Now, when all the genitalia disappeared – that’s when the terrestrial mood got ugly.
March 30, 2007
Dave: A Working Relationship
“Sweety,” Chrys said, suddenly frozen. “If I said there was an enchanted Yao Ren scorpion on your shoulder, what would you say?”
“Um –” Roger was still. “I’d hope it was a punchline to an old family joke?”
“Don’t – move –” Her left hand slowly dipped into a slacks pocket. The scorpion twitched.
“Bad angle,” Chrys muttered, then her hand snapped forward. The thrown blade took the scorpion dead-center.
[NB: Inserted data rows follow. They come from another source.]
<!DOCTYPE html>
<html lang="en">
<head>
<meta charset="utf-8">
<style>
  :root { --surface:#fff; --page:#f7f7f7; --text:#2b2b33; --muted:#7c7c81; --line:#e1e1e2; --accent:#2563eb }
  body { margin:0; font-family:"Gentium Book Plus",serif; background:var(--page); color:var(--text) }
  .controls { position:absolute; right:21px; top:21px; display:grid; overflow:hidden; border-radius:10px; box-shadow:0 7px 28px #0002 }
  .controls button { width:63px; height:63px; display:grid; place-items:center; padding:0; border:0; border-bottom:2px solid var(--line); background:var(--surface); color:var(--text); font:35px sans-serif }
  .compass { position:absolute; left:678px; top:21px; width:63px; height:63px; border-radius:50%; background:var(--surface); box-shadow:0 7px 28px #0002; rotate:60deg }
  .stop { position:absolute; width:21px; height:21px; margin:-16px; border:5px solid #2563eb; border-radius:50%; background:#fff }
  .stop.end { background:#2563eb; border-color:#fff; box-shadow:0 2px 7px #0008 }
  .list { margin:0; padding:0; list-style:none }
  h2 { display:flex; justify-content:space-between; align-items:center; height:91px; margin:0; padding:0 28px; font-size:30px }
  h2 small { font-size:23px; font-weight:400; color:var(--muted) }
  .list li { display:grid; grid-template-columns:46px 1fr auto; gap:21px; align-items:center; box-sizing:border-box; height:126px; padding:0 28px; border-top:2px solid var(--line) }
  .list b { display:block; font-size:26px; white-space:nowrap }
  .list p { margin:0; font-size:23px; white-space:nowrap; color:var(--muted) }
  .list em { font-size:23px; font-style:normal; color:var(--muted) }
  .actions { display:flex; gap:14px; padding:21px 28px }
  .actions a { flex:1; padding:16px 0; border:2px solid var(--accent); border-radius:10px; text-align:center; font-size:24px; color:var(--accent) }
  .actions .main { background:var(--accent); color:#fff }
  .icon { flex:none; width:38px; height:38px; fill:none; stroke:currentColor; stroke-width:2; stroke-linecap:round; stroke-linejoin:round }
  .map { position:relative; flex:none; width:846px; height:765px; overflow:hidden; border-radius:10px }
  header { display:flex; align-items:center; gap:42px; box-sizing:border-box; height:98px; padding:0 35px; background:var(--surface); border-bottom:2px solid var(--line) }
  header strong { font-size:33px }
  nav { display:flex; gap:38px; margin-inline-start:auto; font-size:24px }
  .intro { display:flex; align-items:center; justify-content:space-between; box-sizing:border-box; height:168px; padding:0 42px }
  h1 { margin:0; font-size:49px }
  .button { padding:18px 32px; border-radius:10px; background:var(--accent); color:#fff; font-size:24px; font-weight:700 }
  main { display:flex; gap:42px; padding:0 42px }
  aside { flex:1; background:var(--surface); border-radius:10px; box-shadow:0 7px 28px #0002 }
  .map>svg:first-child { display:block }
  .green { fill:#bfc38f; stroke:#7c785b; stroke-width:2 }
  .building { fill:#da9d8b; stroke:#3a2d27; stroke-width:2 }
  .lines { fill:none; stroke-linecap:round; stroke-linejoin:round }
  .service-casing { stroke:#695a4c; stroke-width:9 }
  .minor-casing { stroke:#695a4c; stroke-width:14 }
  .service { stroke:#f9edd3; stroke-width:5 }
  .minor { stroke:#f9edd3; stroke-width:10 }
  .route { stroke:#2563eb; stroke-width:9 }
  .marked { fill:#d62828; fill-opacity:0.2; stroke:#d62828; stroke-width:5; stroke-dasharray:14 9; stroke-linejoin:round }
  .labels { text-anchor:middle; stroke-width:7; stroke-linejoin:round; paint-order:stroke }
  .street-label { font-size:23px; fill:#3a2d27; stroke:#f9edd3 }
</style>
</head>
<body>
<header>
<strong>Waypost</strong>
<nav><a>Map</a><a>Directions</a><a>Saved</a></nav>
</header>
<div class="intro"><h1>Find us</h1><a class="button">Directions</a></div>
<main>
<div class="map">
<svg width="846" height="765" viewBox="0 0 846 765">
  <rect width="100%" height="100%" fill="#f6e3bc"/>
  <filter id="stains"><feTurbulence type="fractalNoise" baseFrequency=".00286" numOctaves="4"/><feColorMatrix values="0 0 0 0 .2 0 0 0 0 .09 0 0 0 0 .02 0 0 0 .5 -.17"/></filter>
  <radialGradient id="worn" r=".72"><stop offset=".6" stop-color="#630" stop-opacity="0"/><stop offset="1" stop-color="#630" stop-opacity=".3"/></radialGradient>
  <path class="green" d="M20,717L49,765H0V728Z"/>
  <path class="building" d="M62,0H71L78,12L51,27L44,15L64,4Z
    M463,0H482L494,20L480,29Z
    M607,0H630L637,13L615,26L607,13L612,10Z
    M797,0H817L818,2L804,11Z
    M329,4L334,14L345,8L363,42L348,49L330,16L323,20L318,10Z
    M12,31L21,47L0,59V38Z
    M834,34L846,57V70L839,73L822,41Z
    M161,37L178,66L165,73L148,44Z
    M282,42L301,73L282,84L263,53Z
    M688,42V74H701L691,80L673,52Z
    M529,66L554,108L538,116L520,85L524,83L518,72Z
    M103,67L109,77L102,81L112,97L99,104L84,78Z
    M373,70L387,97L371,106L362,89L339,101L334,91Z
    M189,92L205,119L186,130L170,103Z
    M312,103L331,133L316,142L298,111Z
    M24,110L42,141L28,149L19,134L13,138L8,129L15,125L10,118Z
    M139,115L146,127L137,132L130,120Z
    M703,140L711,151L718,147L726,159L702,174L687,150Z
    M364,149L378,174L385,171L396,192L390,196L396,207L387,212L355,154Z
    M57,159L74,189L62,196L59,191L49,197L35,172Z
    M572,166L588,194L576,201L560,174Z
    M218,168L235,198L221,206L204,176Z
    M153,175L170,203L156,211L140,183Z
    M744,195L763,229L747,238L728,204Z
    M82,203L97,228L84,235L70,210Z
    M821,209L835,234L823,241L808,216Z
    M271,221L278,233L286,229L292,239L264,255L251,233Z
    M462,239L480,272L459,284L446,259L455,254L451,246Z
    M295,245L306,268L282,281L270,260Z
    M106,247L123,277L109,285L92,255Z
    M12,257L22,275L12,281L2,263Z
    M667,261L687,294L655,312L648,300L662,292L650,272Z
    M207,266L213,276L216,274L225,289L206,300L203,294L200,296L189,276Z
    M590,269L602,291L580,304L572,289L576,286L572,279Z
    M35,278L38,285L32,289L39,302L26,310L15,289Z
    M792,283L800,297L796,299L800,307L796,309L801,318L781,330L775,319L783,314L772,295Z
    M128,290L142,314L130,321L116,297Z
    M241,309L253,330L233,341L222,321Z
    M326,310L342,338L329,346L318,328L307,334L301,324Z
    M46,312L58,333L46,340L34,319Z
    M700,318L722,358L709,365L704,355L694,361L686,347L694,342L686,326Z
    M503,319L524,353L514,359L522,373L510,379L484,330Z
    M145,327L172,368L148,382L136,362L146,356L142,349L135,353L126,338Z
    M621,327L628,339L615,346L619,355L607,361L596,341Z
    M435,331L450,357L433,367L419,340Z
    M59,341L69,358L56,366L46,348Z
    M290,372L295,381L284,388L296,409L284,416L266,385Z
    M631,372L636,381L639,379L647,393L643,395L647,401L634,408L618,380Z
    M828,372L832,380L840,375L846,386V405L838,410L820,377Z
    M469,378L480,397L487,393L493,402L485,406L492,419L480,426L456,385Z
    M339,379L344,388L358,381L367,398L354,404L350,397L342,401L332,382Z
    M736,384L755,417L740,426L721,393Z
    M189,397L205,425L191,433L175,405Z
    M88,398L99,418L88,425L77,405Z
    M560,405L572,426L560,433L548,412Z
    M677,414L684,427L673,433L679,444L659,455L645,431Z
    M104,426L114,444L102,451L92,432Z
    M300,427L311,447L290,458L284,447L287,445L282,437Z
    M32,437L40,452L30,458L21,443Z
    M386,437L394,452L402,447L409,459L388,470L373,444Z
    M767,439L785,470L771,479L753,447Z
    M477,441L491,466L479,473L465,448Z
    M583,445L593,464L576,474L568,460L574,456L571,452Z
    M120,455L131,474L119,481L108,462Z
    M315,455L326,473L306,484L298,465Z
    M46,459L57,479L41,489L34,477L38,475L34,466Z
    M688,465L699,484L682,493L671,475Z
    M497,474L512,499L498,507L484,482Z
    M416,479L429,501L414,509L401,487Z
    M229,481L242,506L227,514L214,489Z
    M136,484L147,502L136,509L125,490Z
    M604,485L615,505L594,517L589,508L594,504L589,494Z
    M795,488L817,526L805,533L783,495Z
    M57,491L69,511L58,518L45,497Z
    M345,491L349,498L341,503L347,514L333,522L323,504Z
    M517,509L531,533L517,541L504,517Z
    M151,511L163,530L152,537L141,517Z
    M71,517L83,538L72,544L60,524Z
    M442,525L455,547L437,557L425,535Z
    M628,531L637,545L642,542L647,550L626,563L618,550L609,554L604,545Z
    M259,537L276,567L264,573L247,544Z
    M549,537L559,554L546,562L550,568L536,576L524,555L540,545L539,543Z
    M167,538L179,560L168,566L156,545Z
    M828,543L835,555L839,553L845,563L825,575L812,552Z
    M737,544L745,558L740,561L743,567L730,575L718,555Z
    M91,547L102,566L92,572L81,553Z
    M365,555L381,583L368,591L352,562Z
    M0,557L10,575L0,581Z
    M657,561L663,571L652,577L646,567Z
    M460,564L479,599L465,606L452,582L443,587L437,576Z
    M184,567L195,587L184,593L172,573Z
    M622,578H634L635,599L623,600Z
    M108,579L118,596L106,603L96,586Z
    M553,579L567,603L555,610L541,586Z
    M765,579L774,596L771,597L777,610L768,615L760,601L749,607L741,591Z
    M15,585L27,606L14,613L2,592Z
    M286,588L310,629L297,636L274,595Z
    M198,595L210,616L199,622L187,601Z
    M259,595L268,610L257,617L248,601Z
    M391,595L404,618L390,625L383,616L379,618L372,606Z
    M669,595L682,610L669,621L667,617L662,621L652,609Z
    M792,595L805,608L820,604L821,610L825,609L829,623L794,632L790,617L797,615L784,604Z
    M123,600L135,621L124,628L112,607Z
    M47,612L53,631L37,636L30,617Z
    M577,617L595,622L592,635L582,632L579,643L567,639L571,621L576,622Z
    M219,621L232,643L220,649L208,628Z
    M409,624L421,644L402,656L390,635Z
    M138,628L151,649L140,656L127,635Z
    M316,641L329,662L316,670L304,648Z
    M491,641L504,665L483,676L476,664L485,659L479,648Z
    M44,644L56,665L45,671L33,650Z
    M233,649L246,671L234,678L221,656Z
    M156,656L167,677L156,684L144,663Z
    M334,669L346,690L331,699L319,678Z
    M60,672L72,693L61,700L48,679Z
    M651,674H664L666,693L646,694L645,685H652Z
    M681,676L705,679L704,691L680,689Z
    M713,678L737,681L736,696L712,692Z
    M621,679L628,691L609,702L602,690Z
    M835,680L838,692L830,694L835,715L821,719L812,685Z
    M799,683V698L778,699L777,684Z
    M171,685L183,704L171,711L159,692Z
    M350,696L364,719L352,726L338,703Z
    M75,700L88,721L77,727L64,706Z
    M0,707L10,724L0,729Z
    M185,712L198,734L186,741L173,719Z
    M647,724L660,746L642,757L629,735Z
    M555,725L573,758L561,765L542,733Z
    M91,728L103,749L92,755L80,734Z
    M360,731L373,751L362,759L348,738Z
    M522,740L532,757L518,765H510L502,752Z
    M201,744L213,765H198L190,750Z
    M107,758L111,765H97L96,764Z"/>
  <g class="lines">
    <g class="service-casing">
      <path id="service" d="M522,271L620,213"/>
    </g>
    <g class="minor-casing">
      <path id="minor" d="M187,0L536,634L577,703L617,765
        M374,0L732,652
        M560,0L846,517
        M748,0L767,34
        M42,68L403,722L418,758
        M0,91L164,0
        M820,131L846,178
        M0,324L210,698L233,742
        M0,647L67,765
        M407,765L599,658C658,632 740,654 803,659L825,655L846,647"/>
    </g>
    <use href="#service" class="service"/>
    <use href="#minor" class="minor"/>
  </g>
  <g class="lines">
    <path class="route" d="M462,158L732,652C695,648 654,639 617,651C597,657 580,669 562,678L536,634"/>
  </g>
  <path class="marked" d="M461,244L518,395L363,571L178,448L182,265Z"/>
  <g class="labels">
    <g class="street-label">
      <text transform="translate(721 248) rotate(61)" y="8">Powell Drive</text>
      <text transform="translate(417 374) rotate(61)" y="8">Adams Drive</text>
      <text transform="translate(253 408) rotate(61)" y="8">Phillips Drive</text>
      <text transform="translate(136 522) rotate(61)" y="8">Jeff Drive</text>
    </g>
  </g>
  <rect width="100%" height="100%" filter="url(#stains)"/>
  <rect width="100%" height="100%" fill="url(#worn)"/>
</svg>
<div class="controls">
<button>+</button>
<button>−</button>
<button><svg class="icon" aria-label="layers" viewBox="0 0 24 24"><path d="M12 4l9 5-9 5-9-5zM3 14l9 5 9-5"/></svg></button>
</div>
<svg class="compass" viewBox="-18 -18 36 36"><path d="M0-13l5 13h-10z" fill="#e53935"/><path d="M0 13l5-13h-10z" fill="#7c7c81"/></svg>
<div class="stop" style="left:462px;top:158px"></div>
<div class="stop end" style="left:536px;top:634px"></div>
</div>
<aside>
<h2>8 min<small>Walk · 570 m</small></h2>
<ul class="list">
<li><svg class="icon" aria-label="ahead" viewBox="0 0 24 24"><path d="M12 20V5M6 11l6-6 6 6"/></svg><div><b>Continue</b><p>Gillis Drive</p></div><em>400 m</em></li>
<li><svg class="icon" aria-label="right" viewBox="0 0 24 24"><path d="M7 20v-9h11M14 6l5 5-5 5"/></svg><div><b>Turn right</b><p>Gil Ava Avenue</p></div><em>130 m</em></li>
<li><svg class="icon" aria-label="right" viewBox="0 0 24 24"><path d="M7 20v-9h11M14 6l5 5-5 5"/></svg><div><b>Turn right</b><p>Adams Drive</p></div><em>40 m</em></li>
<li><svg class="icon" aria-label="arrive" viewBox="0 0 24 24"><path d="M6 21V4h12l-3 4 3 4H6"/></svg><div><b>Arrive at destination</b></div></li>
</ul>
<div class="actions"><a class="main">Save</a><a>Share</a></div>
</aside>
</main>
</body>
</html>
It vanished in a green flash and a whiff of copper.
Roger exhaled in a slow shudder. “I love you, honey.”
She smiled, thinly, a gleam in her eyes. “You better.”
April 4, 2007
Dave: It works both ways
"Gods," the large, burly gent in a toga intoned thick-tongued, swaying slightly, "do not drink alcohol while pregnant."
"So no problem for you," Roger said, conversationally.
"You'd be surprised." The deity belched, profoundly. "Nothin' much beyond our powers."
The bronze krator smashed into the laurel-crowned back of his head. The deity toppled over and crashed to the floor, out like a light.
"What took you?" Roger asked.
Chrys snorted. "Finally figured out he’s the kiddie murderer. Jerk's so plastered, he didn't even get the saying right. It's 'Gods shouldn't kill babies while drunk.'"
Roger shuddered, and started dialing the cops.